(Saved entries)
--------------------

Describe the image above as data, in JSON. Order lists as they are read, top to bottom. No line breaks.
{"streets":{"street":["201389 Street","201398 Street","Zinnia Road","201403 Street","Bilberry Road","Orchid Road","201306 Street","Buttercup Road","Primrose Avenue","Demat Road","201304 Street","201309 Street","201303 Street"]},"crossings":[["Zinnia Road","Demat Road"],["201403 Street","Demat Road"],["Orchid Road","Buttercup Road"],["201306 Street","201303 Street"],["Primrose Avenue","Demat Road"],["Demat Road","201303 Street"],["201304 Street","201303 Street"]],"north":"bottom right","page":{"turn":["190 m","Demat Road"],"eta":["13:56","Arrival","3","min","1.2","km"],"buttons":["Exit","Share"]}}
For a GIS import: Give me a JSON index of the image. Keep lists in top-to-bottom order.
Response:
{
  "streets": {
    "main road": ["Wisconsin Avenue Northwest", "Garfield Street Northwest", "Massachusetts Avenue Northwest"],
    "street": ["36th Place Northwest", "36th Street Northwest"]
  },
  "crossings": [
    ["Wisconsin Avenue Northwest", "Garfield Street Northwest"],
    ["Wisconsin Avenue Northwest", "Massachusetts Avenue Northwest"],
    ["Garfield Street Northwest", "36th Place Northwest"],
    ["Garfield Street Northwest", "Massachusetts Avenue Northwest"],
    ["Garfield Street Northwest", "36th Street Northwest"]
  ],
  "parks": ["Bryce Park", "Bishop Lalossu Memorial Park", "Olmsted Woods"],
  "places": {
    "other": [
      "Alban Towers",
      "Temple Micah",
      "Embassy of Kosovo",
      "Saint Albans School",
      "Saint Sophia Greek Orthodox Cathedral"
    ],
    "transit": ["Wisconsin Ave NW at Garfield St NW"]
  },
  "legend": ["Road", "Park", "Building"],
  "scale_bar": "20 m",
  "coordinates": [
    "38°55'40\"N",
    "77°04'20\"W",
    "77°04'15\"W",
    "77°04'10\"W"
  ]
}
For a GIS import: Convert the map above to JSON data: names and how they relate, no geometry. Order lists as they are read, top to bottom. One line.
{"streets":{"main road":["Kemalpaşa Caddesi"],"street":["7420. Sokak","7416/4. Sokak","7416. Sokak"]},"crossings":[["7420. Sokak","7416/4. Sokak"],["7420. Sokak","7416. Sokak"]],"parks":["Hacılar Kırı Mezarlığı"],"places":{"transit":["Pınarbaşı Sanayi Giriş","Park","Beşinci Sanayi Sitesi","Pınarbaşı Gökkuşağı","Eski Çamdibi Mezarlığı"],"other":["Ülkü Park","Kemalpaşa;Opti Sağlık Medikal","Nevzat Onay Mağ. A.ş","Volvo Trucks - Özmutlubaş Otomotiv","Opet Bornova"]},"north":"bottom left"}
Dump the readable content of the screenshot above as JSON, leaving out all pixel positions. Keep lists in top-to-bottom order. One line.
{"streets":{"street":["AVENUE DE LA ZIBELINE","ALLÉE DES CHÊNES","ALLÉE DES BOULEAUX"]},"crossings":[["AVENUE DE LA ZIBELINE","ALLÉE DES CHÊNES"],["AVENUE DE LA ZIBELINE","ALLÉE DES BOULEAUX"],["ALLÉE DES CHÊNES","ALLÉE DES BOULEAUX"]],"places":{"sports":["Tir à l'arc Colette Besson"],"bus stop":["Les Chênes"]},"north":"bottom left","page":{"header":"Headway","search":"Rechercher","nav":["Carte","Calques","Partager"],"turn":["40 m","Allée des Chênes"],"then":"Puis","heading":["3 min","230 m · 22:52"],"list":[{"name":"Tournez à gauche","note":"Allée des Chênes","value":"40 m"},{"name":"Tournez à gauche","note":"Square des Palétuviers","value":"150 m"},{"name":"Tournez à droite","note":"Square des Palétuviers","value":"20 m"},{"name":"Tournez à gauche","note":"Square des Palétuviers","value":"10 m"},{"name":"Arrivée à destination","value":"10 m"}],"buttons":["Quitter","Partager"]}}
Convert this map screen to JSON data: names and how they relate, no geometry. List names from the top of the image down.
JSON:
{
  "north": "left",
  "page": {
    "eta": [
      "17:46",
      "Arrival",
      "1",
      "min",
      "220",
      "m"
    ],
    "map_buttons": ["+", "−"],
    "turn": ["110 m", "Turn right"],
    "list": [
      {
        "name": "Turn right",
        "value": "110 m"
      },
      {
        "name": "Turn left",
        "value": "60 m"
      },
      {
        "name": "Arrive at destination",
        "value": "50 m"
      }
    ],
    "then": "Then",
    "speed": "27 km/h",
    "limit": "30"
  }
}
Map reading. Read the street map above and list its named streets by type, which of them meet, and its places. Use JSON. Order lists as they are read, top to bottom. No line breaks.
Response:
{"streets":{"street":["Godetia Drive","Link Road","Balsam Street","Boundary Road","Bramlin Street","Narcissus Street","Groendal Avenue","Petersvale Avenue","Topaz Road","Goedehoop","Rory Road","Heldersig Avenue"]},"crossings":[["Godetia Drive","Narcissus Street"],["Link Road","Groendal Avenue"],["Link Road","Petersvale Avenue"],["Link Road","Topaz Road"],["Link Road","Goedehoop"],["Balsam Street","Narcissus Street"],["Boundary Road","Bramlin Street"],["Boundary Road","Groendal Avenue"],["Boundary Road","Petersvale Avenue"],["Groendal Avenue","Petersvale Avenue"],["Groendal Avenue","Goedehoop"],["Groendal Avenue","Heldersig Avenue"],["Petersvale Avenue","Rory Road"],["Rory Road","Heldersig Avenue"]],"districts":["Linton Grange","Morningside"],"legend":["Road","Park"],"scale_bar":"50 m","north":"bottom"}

--------------------

[PROBLEM STATEMENT] Please transcribe all of the records, keeping every line exactly as it is.

[OUTPUT FOR THIS TASK]
Describe the image above as data, in JSON. Order lists as they are read, top to bottom. No line breaks.
{"streets":{"street":["201389 Street","201398 Street","Zinnia Road","201403 Street","Bilberry Road","Orchid Road","201306 Street","Buttercup Road","Primrose Avenue","Demat Road","201304 Street","201309 Street","201303 Street"]},"crossings":[["Zinnia Road","Demat Road"],["201403 Street","Demat Road"],["Orchid Road","Buttercup Road"],["201306 Street","201303 Street"],["Primrose Avenue","Demat Road"],["Demat Road","201303 Street"],["201304 Street","201303 Street"]],"north":"bottom right","page":{"turn":["190 m","Demat Road"],"eta":["13:56","Arrival","3","min","1.2","km"],"buttons":["Exit","Share"]}}
For a GIS import: Give me a JSON index of the image. Keep lists in top-to-bottom order.
Response:
{
  "streets": {
    "main road": ["Wisconsin Avenue Northwest", "Garfield Street Northwest", "Massachusetts Avenue Northwest"],
    "street": ["36th Place Northwest", "36th Street Northwest"]
  },
  "crossings": [
    ["Wisconsin Avenue Northwest", "Garfield Street Northwest"],
    ["Wisconsin Avenue Northwest", "Massachusetts Avenue Northwest"],
    ["Garfield Street Northwest", "36th Place Northwest"],
    ["Garfield Street Northwest", "Massachusetts Avenue Northwest"],
    ["Garfield Street Northwest", "36th Street Northwest"]
  ],
  "parks": ["Bryce Park", "Bishop Lalossu Memorial Park", "Olmsted Woods"],
  "places": {
    "other": [
      "Alban Towers",
      "Temple Micah",
      "Embassy of Kosovo",
      "Saint Albans School",
      "Saint Sophia Greek Orthodox Cathedral"
    ],
    "transit": ["Wisconsin Ave NW at Garfield St NW"]
  },
  "legend": ["Road", "Park", "Building"],
  "scale_bar": "20 m",
  "coordinates": [
    "38°55'40\"N",
    "77°04'20\"W",
    "77°04'15\"W",
    "77°04'10\"W"
  ]
}
For a GIS import: Convert the map above to JSON data: names and how they relate, no geometry. Order lists as they are read, top to bottom. One line.
{"streets":{"main road":["Kemalpaşa Caddesi"],"street":["7420. Sokak","7416/4. Sokak","7416. Sokak"]},"crossings":[["7420. Sokak","7416/4. Sokak"],["7420. Sokak","7416. Sokak"]],"parks":["Hacılar Kırı Mezarlığı"],"places":{"transit":["Pınarbaşı Sanayi Giriş","Park","Beşinci Sanayi Sitesi","Pınarbaşı Gökkuşağı","Eski Çamdibi Mezarlığı"],"other":["Ülkü Park","Kemalpaşa;Opti Sağlık Medikal","Nevzat Onay Mağ. A.ş","Volvo Trucks - Özmutlubaş Otomotiv","Opet Bornova"]},"north":"bottom left"}
Dump the readable content of the screenshot above as JSON, leaving out all pixel positions. Keep lists in top-to-bottom order. One line.
{"streets":{"street":["AVENUE DE LA ZIBELINE","ALLÉE DES CHÊNES","ALLÉE DES BOULEAUX"]},"crossings":[["AVENUE DE LA ZIBELINE","ALLÉE DES CHÊNES"],["AVENUE DE LA ZIBELINE","ALLÉE DES BOULEAUX"],["ALLÉE DES CHÊNES","ALLÉE DES BOULEAUX"]],"places":{"sports":["Tir à l'arc Colette Besson"],"bus stop":["Les Chênes"]},"north":"bottom left","page":{"header":"Headway","search":"Rechercher","nav":["Carte","Calques","Partager"],"turn":["40 m","Allée des Chênes"],"then":"Puis","heading":["3 min","230 m · 22:52"],"list":[{"name":"Tournez à gauche","note":"Allée des Chênes","value":"40 m"},{"name":"Tournez à gauche","note":"Square des Palétuviers","value":"150 m"},{"name":"Tournez à droite","note":"Square des Palétuviers","value":"20 m"},{"name":"Tournez à gauche","note":"Square des Palétuviers","value":"10 m"},{"name":"Arrivée à destination","value":"10 m"}],"buttons":["Quitter","Partager"]}}
Convert this map screen to JSON data: names and how they relate, no geometry. List names from the top of the image down.
JSON:
{
  "north": "left",
  "page": {
    "eta": [
      "17:46",
      "Arrival",
      "1",
      "min",
      "220",
      "m"
    ],
    "map_buttons": ["+", "−"],
    "turn": ["110 m", "Turn right"],
    "list": [
      {
        "name": "Turn right",
        "value": "110 m"
      },
      {
        "name": "Turn left",
        "value": "60 m"
      },
      {
        "name": "Arrive at destination",
        "value": "50 m"
      }
    ],
    "then": "Then",
    "speed": "27 km/h",
    "limit": "30"
  }
}
Map reading. Read the street map above and list its named streets by type, which of them meet, and its places. Use JSON. Order lists as they are read, top to bottom. No line breaks.
Response:
{"streets":{"street":["Godetia Drive","Link Road","Balsam Street","Boundary Road","Bramlin Street","Narcissus Street","Groendal Avenue","Petersvale Avenue","Topaz Road","Goedehoop","Rory Road","Heldersig Avenue"]},"crossings":[["Godetia Drive","Narcissus Street"],["Link Road","Groendal Avenue"],["Link Road","Petersvale Avenue"],["Link Road","Topaz Road"],["Link Road","Goedehoop"],["Balsam Street","Narcissus Street"],["Boundary Road","Bramlin Street"],["Boundary Road","Groendal Avenue"],["Boundary Road","Petersvale Avenue"],["Groendal Avenue","Petersvale Avenue"],["Groendal Avenue","Goedehoop"],["Groendal Avenue","Heldersig Avenue"],["Petersvale Avenue","Rory Road"],["Rory Road","Heldersig Avenue"]],"districts":["Linton Grange","Morningside"],"legend":["Road","Park"],"scale_bar":"50 m","north":"bottom"}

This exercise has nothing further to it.